They’re rarely mentioned in the programme schedules, but theme tunes are a vital ingredient in programme-making. We take a look at the evolution of signature music, and think about some best-loved examples.
So you’ve got a new television (or radio) series to produce. You’ve got the scripts, the performers, the studio and the designs for sets and costumes. But hang on – what about music? You may want a score to run through the whole production, or not – but what about a signature tune?
Most programmes have a theme tune, whether it’s the news or a soap opera, a documentary series, a sitcom or a costume drama. These pieces of music have been a feature of broadcasting since its early days. They predate it, in fact, from the time when dance bands, singers and stage comedians had a piece of music or a song that identified them and distinguished them from their rivals.
Broadcasting brought its own reasons for signature music. With the constant demand for content to fill the airwaves, it made sense to find formats that would provide series, and that led to using theme tunes to announce them to listeners. Theme tunes "both identify and put you in the mood," stated a Regional Programme listing in 1934: "…nothing [could be] more suitable to In Town Tonight than the exciting Knightsbridge March from the London Suite by Eric Coates."
The Band Waggon production team work on the script with star comedian Arthur Askey (second from right)
The early days
Even in the 1930s, radio drama serials such as Paul Temple made use of catchy music (originally a piece from Rimsky-Korsakoff's "Scheherezade", later and more familiarly "Coronation Scot") and comedies like Band Waggon (1938) and It’s That Man Again (1939) employed the same device. The music was often performed live by an orchestra, and in both the comedies the theme was a song with lyrics setting up the series concept. Indeed the use of a specially composed song has become a staple of theme tune writing over the years, as a way of setting up the show's content - think of Only Fools and Horses.... for example.
The trend for memorable themes continued into the 1940s, with thriller serial Dick Barton – Special Agent, and popular comedy shows like Take It from Here.
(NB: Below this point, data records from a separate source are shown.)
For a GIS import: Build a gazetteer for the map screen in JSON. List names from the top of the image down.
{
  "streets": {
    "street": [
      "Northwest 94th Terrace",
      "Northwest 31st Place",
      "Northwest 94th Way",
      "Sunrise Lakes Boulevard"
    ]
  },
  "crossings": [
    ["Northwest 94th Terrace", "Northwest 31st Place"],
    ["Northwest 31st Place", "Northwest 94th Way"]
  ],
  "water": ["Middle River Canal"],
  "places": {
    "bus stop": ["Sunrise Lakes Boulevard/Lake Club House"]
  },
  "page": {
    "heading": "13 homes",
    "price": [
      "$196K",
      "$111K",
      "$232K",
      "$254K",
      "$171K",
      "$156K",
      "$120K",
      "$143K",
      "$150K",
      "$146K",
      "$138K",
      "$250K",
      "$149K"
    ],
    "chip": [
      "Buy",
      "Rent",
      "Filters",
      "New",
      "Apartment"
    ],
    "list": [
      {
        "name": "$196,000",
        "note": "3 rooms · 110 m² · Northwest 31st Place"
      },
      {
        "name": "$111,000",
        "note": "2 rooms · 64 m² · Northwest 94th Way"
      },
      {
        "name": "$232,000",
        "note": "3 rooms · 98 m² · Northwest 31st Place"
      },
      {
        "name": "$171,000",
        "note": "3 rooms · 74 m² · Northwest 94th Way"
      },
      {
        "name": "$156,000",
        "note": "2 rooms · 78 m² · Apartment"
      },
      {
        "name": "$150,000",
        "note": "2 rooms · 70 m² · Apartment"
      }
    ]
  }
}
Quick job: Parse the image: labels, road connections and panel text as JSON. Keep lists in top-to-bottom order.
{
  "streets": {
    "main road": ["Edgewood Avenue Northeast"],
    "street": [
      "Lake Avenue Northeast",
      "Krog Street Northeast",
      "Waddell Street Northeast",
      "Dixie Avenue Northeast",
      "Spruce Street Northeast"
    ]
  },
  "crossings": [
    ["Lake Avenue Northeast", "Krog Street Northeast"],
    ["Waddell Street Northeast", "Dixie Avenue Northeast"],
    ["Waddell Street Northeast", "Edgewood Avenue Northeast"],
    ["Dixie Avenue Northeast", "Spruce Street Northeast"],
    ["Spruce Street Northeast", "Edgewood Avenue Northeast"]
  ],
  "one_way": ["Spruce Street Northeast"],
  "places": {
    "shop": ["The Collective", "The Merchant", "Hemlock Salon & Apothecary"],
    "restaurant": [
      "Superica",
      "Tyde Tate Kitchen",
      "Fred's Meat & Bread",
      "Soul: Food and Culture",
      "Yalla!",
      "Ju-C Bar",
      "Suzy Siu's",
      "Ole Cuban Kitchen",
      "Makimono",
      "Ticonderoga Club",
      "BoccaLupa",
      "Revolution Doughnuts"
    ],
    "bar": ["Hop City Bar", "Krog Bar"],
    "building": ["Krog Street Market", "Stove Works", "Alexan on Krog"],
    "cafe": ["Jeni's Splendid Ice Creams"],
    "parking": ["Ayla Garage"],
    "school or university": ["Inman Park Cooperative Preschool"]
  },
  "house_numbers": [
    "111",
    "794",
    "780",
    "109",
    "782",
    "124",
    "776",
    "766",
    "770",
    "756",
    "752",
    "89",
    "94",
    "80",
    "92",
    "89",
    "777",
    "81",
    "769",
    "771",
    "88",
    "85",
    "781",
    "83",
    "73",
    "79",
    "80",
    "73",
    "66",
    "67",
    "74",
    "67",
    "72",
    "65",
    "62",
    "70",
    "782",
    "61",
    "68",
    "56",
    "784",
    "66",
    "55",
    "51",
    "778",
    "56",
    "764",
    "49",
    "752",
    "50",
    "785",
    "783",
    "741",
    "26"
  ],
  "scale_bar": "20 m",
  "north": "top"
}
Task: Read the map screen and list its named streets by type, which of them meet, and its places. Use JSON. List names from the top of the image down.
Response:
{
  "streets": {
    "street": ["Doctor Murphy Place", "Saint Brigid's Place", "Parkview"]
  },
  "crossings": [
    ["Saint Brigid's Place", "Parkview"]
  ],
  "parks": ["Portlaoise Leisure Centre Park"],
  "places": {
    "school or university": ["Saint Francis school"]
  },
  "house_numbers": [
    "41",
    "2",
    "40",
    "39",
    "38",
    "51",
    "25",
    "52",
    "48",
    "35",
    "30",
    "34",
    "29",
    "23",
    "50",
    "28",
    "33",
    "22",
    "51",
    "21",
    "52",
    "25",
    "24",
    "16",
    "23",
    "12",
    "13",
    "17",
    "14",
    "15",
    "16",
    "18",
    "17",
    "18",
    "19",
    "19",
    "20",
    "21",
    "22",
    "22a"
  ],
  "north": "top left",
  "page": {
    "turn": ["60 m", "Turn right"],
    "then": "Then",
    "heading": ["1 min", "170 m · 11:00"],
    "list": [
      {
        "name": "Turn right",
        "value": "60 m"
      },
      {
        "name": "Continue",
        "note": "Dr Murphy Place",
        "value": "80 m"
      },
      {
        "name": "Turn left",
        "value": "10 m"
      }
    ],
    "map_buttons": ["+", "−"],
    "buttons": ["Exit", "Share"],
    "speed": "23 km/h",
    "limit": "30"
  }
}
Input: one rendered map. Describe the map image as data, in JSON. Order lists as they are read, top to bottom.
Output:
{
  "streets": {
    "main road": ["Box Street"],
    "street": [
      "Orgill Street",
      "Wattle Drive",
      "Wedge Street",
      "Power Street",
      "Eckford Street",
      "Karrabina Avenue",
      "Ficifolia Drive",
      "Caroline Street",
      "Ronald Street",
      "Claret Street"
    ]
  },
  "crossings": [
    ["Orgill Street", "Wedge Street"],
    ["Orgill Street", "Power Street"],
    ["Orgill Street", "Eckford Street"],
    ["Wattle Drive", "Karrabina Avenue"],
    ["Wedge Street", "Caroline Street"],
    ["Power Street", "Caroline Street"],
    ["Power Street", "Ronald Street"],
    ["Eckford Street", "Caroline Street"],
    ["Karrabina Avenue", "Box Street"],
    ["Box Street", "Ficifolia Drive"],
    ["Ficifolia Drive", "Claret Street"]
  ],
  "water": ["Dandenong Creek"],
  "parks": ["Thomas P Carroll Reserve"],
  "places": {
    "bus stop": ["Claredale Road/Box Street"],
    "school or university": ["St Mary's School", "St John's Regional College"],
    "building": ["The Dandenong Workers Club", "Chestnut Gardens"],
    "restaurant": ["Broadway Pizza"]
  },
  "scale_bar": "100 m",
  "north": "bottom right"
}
The 1950s broughtHancock's Half-Hour, with its memorable signature tune by Wally Stott, and of course "Barwick Green", the theme to The Archers, which became, and remains, instantly recognisable.
Television also employed theme tunes from its earliest days - with series such asPicture Page and the light drama Ann and Harold, while most outside broadcasts in the 1930s were heralded by the record "The Eyes of the World are on You" by Louis Levy and the Gaumont British Symphony Orchestra.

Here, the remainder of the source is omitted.